Están preparados, muy preparados, y tienen millones de ideas para transformar su mundo aun sabiendo que lo que primero les espera es la precariedad. Esa misma que empuja cada año a miles de jóvenes españoles a ‘fugarse’ al extranjero. El vértigo es compartido. Hace medio siglo que se atrevieron a pintar la Universidad “de negro, de obrero y de campesino” siguiendo la revolucionaria consigna del Che y tal vez ahora tengan que idear la forma de “quitar las viejas cerraduras”, de “cambiar los muebles de la casa” y de cambiar el color a las paredes “sin dañar la estructura”. Lo canta Tony Ávila. Me pasa el disco una profesora de Periodismo de la Facultad de Humanidades y me emplaza al día siguiente para visitar el Mausoleo que Santa Clara le ha dedicado a su héroe más internacional. Casualidades de la vida, uno de los primeros regalos que me hicieron cuando era becaria fue un dibujo del guerrillero que todavía hoy me intimida inquisitivo en la pared de mi escritorio.

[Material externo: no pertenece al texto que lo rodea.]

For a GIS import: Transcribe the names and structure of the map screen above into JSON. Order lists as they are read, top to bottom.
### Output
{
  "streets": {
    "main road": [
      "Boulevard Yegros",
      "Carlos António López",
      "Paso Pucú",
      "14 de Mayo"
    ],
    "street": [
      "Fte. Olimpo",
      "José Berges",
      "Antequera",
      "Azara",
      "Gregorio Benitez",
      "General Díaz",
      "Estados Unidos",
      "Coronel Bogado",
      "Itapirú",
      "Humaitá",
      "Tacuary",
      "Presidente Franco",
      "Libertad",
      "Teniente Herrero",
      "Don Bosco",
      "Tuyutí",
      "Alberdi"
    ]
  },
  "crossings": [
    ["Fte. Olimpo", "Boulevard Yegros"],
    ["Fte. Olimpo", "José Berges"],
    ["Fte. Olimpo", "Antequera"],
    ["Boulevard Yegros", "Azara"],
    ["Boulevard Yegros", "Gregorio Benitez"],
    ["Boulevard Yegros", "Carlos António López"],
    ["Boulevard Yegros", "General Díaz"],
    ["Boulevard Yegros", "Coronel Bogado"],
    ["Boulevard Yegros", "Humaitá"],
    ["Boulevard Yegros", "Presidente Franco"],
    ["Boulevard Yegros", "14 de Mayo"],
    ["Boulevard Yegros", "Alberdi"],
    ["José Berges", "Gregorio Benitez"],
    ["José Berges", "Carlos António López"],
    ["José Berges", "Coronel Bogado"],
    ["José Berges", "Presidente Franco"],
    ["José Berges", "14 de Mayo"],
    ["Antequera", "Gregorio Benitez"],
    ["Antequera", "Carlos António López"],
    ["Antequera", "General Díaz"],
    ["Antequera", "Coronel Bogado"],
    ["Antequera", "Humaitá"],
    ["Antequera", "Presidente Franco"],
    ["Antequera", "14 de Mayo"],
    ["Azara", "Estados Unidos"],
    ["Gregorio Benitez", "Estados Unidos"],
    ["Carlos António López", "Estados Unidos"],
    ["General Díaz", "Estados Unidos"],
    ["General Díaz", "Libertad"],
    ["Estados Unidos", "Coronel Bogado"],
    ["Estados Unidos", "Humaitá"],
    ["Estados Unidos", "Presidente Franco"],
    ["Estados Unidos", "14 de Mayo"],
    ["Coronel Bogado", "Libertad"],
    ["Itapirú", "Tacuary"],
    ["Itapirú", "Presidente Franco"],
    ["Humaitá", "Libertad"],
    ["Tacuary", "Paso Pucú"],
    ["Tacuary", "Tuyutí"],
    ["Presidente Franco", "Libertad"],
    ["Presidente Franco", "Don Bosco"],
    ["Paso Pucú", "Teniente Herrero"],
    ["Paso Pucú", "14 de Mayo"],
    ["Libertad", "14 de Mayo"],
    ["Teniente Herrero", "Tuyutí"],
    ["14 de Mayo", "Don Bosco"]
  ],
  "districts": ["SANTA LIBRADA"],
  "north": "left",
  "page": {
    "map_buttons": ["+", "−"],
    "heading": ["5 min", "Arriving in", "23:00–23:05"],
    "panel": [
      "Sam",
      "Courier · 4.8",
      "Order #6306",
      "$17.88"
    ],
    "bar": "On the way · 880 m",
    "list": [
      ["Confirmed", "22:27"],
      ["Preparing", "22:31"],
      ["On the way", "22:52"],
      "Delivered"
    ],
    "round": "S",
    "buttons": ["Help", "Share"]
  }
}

Nada de lo que hay que arreglar en Cuba tiene fácil costura. Pero por qué no atreverse, ya, a empezar a tejer. A enmendar, por ejemplo, el papel de los medios acudiendo a uno de los suyos. A José Martí: “La prensa debe ser coqueta para seducir, catedrática para explicar, filósofa para mejorar, pilluelo para penetrar, guerrera para combatir. Debe ser útil, sana, elegante, oportuna, valiente en cada artículo. Debe verse la mano enguantada que lo escribe y los labios sin manchas que lo dictan. No hay cetro mejor que un buen periódico”.

No difiere demasiado del aquel “prefiero periódicos sin gobierno a gobierno sin periódicos” que Jefferson defendió hace tanto, a tantos kilómetros de distancia, al otro la de la negociación. Lástima que la historia se olvide, se reinterprete, tan interesada y tan caprichosamente, a los dos lados del Malecón.